From the first line to the last, give the material again exactly, without the images.

#### Material provided ####

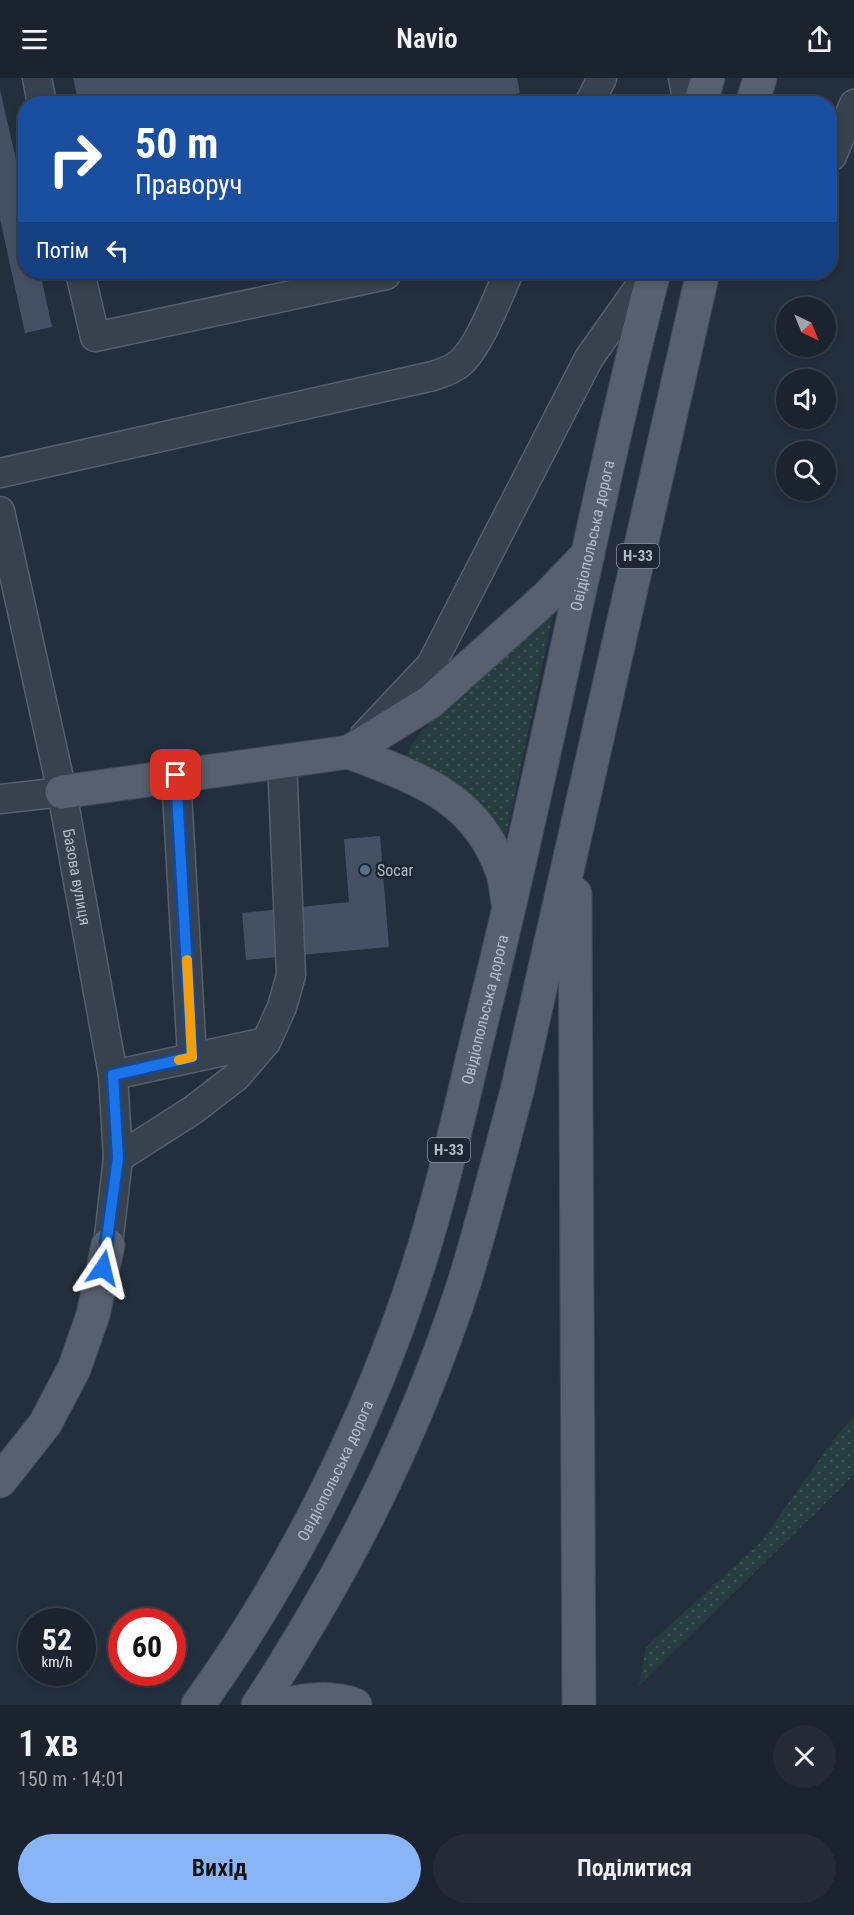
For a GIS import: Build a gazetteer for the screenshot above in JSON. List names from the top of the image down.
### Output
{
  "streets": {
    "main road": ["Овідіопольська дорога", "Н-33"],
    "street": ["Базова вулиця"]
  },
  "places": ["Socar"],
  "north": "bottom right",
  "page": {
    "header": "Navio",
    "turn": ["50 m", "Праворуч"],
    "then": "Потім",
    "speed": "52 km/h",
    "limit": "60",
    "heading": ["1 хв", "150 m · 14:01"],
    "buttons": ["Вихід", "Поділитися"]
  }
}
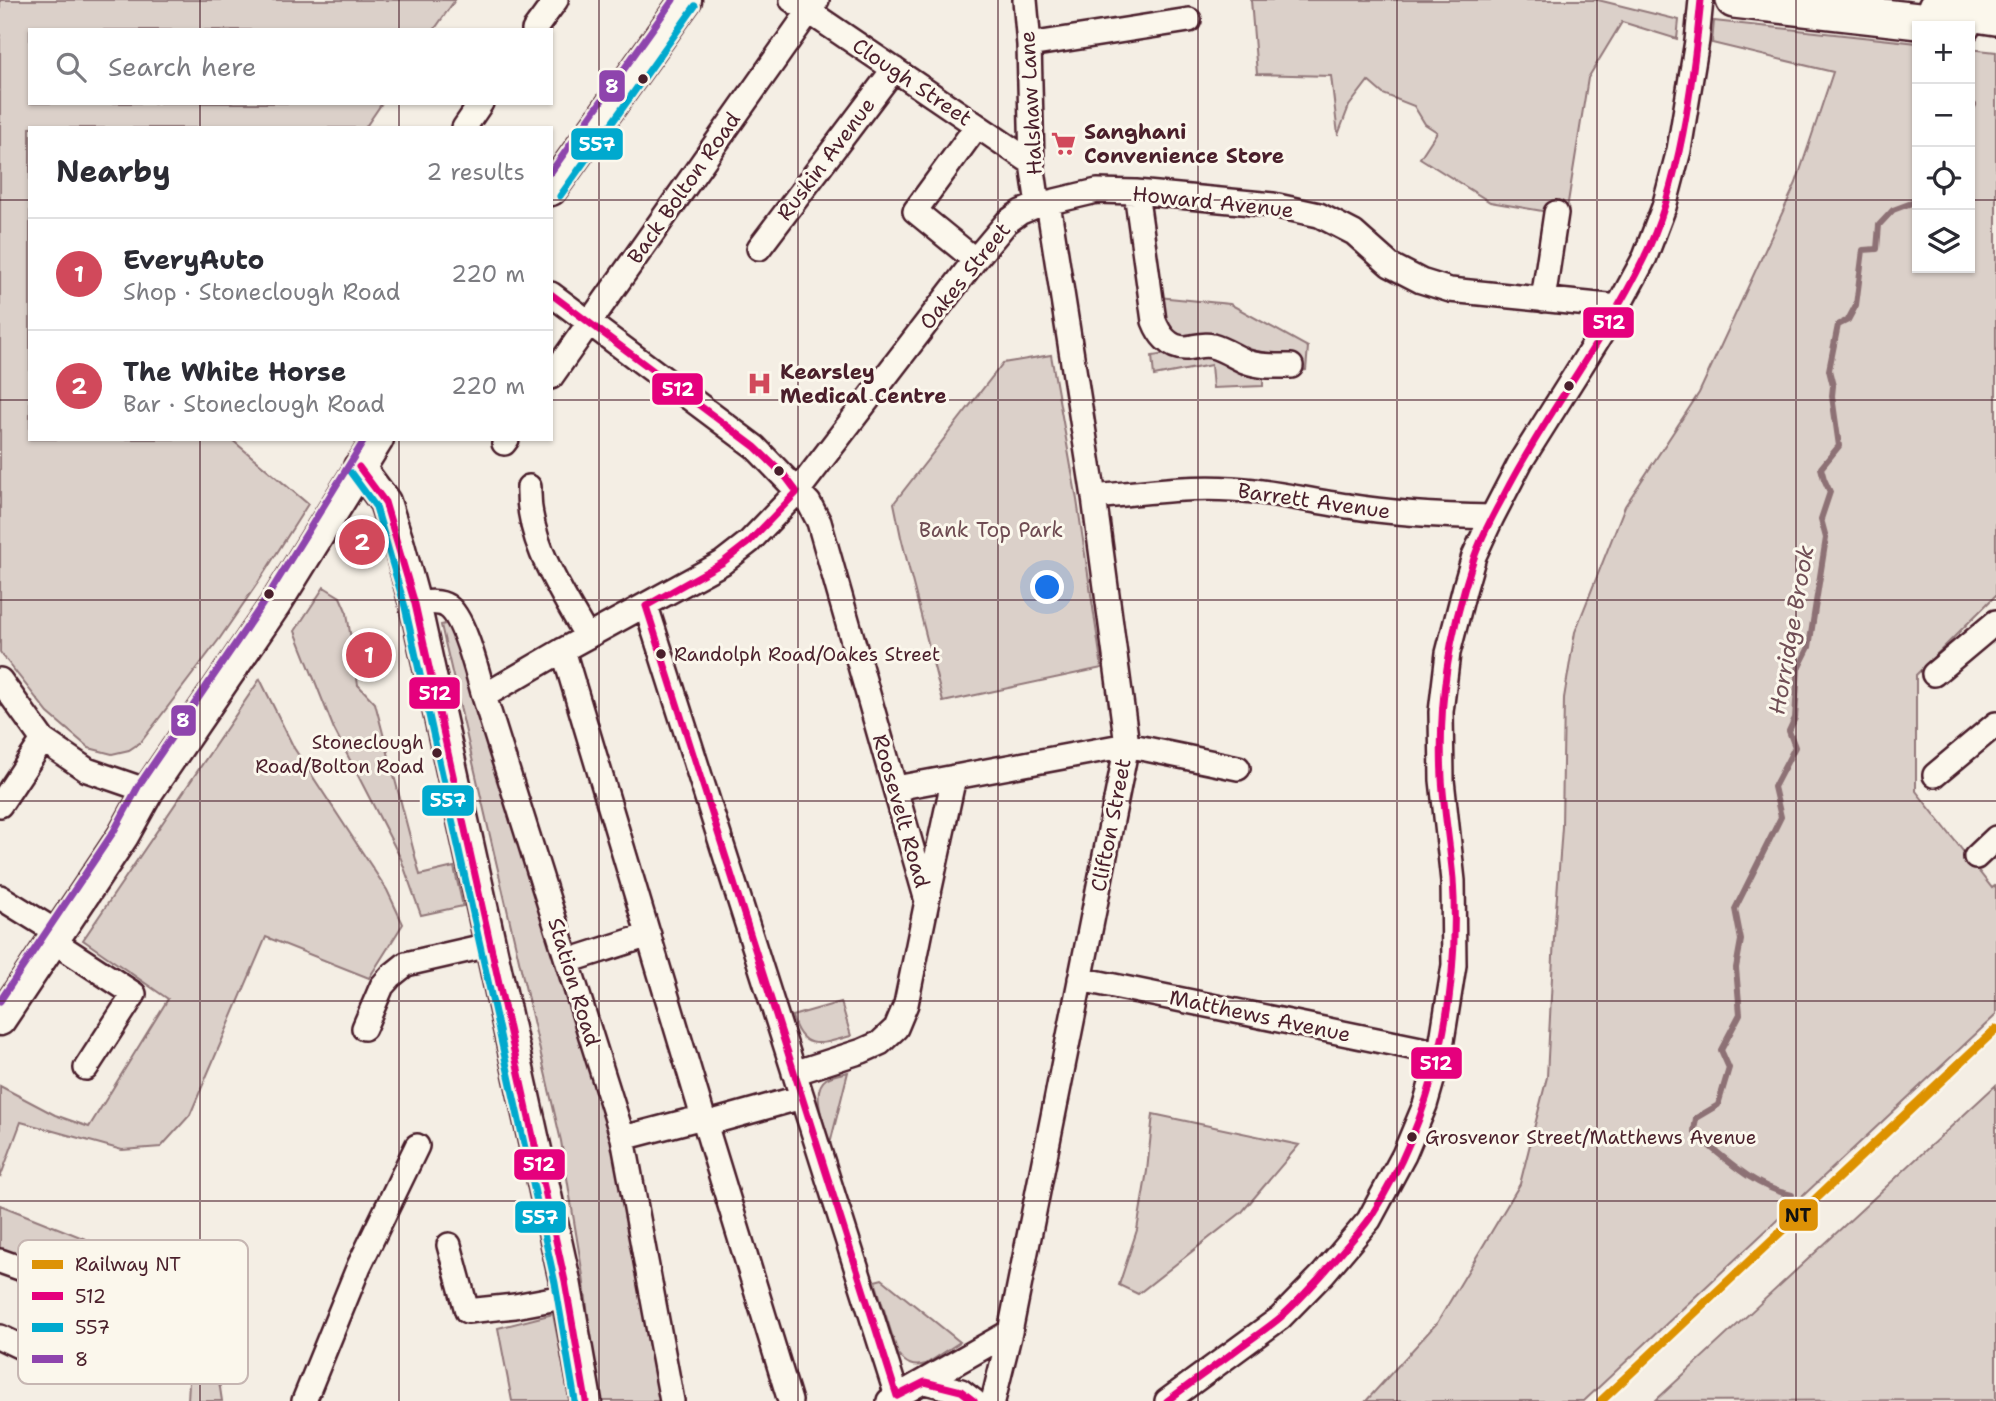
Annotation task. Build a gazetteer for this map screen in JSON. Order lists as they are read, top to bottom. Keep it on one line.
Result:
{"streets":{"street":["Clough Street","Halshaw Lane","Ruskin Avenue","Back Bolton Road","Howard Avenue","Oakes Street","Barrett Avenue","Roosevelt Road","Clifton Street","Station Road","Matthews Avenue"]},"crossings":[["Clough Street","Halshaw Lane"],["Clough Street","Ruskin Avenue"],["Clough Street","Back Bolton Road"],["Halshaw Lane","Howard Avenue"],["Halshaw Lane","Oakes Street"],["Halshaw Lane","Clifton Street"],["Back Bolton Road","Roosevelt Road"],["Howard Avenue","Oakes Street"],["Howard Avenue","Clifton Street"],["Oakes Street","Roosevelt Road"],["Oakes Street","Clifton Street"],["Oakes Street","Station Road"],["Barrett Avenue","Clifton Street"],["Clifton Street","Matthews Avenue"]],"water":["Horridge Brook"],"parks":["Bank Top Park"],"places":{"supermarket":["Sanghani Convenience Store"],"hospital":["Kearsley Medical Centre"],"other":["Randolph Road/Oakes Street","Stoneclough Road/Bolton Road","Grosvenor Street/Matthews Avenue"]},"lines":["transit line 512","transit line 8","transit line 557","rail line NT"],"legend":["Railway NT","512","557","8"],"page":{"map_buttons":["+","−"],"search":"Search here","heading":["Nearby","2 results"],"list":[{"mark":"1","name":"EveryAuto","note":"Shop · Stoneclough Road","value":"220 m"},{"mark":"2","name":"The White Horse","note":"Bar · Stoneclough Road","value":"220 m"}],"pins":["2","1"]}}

####

Response to this exercise -
For a GIS import: Build a gazetteer for the screenshot above in JSON. List names from the top of the image down.
### Output
{
  "streets": {
    "main road": ["Овідіопольська дорога", "Н-33"],
    "street": ["Базова вулиця"]
  },
  "places": ["Socar"],
  "north": "bottom right",
  "page": {
    "header": "Navio",
    "turn": ["50 m", "Праворуч"],
    "then": "Потім",
    "speed": "52 km/h",
    "limit": "60",
    "heading": ["1 хв", "150 m · 14:01"],
    "buttons": ["Вихід", "Поділитися"]
  }
}
Annotation task. Build a gazetteer for this map screen in JSON. Order lists as they are read, top to bottom. Keep it on one line.
Result:
{"streets":{"street":["Clough Street","Halshaw Lane","Ruskin Avenue","Back Bolton Road","Howard Avenue","Oakes Street","Barrett Avenue","Roosevelt Road","Clifton Street","Station Road","Matthews Avenue"]},"crossings":[["Clough Street","Halshaw Lane"],["Clough Street","Ruskin Avenue"],["Clough Street","Back Bolton Road"],["Halshaw Lane","Howard Avenue"],["Halshaw Lane","Oakes Street"],["Halshaw Lane","Clifton Street"],["Back Bolton Road","Roosevelt Road"],["Howard Avenue","Oakes Street"],["Howard Avenue","Clifton Street"],["Oakes Street","Roosevelt Road"],["Oakes Street","Clifton Street"],["Oakes Street","Station Road"],["Barrett Avenue","Clifton Street"],["Clifton Street","Matthews Avenue"]],"water":["Horridge Brook"],"parks":["Bank Top Park"],"places":{"supermarket":["Sanghani Convenience Store"],"hospital":["Kearsley Medical Centre"],"other":["Randolph Road/Oakes Street","Stoneclough Road/Bolton Road","Grosvenor Street/Matthews Avenue"]},"lines":["transit line 512","transit line 8","transit line 557","rail line NT"],"legend":["Railway NT","512","557","8"],"page":{"map_buttons":["+","−"],"search":"Search here","heading":["Nearby","2 results"],"list":[{"mark":"1","name":"EveryAuto","note":"Shop · Stoneclough Road","value":"220 m"},{"mark":"2","name":"The White Horse","note":"Bar · Stoneclough Road","value":"220 m"}],"pins":["2","1"]}}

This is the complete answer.